*** Task input

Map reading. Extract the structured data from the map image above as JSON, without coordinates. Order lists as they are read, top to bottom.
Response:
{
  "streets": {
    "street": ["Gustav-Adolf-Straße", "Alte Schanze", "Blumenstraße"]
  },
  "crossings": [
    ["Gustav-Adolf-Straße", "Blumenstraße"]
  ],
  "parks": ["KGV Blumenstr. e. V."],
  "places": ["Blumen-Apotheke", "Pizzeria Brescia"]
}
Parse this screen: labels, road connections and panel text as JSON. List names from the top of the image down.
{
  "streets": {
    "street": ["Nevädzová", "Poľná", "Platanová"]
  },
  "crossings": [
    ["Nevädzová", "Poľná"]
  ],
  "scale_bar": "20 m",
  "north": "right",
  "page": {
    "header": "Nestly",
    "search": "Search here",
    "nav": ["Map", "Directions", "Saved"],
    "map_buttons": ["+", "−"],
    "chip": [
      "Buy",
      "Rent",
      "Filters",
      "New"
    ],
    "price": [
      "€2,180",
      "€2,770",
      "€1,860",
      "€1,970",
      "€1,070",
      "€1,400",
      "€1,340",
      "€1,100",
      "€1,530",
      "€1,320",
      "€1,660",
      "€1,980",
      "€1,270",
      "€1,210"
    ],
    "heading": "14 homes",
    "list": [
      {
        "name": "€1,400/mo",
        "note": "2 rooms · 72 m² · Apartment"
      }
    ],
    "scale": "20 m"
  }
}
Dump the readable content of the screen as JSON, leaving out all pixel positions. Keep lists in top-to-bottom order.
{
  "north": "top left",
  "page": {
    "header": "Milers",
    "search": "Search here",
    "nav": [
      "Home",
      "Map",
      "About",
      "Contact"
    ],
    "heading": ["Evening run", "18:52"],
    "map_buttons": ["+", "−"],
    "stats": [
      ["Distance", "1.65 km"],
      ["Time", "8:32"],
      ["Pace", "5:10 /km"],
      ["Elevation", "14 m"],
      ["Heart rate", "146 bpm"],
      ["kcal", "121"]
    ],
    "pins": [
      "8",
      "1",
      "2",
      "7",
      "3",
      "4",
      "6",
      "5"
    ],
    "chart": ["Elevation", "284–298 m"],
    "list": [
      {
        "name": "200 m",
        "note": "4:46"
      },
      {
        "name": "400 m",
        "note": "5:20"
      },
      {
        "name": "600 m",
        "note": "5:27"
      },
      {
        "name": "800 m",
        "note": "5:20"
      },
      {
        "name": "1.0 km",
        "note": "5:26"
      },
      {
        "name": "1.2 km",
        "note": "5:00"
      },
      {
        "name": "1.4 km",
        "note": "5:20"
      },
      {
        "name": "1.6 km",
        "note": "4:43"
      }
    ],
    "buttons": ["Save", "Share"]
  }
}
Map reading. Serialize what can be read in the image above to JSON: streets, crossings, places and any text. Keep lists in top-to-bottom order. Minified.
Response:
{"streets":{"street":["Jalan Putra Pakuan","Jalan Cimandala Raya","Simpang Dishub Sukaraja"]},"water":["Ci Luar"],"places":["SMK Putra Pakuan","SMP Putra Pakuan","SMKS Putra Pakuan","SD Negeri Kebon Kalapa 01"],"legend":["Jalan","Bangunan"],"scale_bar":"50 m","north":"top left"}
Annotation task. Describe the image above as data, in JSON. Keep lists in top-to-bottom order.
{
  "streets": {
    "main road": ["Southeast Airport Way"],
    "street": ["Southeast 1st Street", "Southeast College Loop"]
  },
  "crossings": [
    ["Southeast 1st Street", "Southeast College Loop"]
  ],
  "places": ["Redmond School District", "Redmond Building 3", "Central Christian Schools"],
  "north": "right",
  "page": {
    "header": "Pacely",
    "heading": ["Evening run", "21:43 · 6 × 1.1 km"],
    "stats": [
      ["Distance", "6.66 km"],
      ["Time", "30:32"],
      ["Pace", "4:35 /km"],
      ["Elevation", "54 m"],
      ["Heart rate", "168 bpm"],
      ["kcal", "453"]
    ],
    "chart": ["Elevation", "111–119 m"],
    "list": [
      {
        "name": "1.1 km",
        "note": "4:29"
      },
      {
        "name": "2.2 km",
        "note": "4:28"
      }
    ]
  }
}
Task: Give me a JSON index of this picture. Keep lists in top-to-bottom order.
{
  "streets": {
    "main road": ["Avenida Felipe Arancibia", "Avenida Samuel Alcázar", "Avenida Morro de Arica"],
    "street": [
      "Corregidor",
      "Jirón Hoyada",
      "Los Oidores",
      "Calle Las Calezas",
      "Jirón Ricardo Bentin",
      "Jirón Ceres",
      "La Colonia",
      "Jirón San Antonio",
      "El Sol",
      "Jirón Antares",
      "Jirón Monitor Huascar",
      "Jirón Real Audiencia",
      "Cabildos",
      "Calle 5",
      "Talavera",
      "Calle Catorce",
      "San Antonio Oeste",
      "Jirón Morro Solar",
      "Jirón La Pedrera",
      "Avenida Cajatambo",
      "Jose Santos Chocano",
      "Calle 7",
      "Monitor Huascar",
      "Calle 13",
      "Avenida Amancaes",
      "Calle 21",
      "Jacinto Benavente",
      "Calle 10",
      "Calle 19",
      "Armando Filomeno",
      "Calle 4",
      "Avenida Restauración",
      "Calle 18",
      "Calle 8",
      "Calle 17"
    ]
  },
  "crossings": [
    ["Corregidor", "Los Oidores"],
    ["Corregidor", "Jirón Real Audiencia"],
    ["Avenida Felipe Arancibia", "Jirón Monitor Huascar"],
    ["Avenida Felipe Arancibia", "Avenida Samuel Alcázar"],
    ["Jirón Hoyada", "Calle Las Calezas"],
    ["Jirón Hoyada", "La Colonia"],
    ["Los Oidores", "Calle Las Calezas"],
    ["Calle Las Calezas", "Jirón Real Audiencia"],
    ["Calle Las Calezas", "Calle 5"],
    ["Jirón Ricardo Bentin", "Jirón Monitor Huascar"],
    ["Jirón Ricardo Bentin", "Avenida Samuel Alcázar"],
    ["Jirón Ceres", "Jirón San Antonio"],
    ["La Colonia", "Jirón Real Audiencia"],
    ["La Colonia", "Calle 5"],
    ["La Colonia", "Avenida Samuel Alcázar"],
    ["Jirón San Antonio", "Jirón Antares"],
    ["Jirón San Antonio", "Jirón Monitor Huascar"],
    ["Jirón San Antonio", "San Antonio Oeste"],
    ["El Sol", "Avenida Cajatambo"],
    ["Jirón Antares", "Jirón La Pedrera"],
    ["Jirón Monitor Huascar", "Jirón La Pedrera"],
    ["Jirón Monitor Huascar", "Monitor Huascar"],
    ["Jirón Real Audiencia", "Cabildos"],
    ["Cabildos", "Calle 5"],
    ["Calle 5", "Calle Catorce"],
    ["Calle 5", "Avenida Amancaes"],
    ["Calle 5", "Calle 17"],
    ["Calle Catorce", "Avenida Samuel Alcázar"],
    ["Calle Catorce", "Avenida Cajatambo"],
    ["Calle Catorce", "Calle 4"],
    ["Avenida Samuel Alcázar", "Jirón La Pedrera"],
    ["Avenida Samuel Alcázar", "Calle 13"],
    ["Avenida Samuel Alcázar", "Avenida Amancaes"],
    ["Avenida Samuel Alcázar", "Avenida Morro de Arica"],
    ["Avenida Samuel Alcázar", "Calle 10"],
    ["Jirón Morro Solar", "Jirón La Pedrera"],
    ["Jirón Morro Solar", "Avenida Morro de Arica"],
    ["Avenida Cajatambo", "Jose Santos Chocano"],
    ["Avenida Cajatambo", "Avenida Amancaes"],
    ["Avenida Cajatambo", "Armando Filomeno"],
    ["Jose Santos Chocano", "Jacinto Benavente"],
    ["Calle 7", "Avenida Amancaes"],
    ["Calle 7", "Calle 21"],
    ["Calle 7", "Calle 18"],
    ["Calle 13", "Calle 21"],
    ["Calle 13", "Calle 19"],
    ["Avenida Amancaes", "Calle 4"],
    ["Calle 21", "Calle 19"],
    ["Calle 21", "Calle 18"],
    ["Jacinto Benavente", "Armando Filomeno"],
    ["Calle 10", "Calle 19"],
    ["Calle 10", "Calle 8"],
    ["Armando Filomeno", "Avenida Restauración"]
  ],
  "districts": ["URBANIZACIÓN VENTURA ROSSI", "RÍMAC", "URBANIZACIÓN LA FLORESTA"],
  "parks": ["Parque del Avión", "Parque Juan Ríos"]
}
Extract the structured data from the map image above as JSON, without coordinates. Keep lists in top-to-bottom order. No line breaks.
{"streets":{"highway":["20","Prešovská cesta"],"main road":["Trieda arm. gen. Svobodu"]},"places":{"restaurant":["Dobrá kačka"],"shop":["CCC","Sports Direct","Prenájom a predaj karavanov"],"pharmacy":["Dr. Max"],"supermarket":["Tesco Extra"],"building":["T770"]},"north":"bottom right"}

******

Among the lines of the data above, find those with the word "Elevation" and show them.

= Exercise solution =
      ["Elevation", "14 m"],
    "chart": ["Elevation", "284–298 m"],
      ["Elevation", "54 m"],
    "chart": ["Elevation", "111–119 m"],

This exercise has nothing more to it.